The data below should be restated word for word, with every picture omitted.

* * *

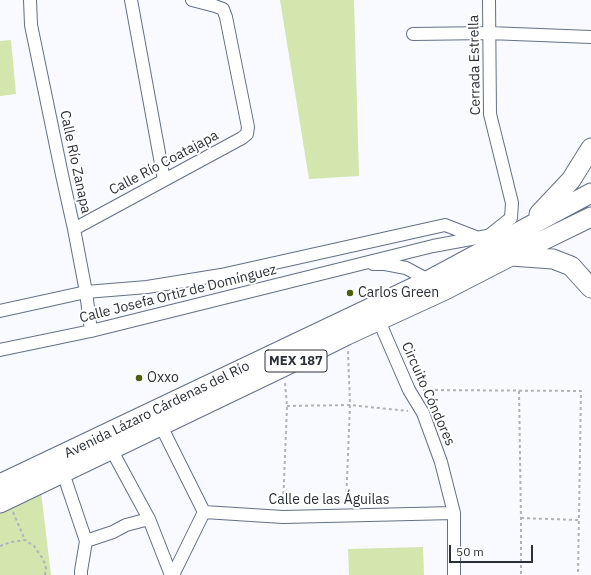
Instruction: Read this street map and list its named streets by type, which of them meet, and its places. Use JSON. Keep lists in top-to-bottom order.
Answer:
{
  "streets": {
    "main road": ["MEX 187", "Avenida Lázaro Cárdenas del Río"],
    "street": [
      "Cerrada Estrella",
      "Calle Río Zanapa",
      "Calle Río Coatajapa",
      "Calle Josefa Ortiz de Domínguez",
      "Circuito Cóndores",
      "Calle de las Águilas"
    ]
  },
  "crossings": [
    ["Cerrada Estrella", "Calle Josefa Ortiz de Domínguez"],
    ["Calle Río Zanapa", "Calle Río Coatajapa"],
    ["Calle Río Zanapa", "Calle Josefa Ortiz de Domínguez"],
    ["Calle Josefa Ortiz de Domínguez", "Avenida Lázaro Cárdenas del Río"],
    ["Circuito Cóndores", "Avenida Lázaro Cárdenas del Río"],
    ["Circuito Cóndores", "Calle de las Águilas"]
  ],
  "places": ["Carlos Green", "Oxxo"],
  "scale_bar": "50 m"
}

* * *

#### Result of the task
Instruction: Read this street map and list its named streets by type, which of them meet, and its places. Use JSON. Keep lists in top-to-bottom order.
Answer:
{
  "streets": {
    "main road": ["MEX 187", "Avenida Lázaro Cárdenas del Río"],
    "street": [
      "Cerrada Estrella",
      "Calle Río Zanapa",
      "Calle Río Coatajapa",
      "Calle Josefa Ortiz de Domínguez",
      "Circuito Cóndores",
      "Calle de las Águilas"
    ]
  },
  "crossings": [
    ["Cerrada Estrella", "Calle Josefa Ortiz de Domínguez"],
    ["Calle Río Zanapa", "Calle Río Coatajapa"],
    ["Calle Río Zanapa", "Calle Josefa Ortiz de Domínguez"],
    ["Calle Josefa Ortiz de Domínguez", "Avenida Lázaro Cárdenas del Río"],
    ["Circuito Cóndores", "Avenida Lázaro Cárdenas del Río"],
    ["Circuito Cóndores", "Calle de las Águilas"]
  ],
  "places": ["Carlos Green", "Oxxo"],
  "scale_bar": "50 m"
}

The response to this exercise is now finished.